-------- Exercise input --------

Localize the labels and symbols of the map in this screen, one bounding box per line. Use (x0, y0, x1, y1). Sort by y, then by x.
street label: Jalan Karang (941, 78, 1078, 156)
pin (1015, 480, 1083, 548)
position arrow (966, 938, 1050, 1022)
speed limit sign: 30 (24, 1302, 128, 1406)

--------

§ Task
Your task is to transcribe the material exactly.

§ Task answer
Localize the labels and symbols of the map in this screen, one bounding box per line. Use (x0, y0, x1, y1). Sort by y, then by x.
street label: Jalan Karang (941, 78, 1078, 156)
pin (1015, 480, 1083, 548)
position arrow (966, 938, 1050, 1022)
speed limit sign: 30 (24, 1302, 128, 1406)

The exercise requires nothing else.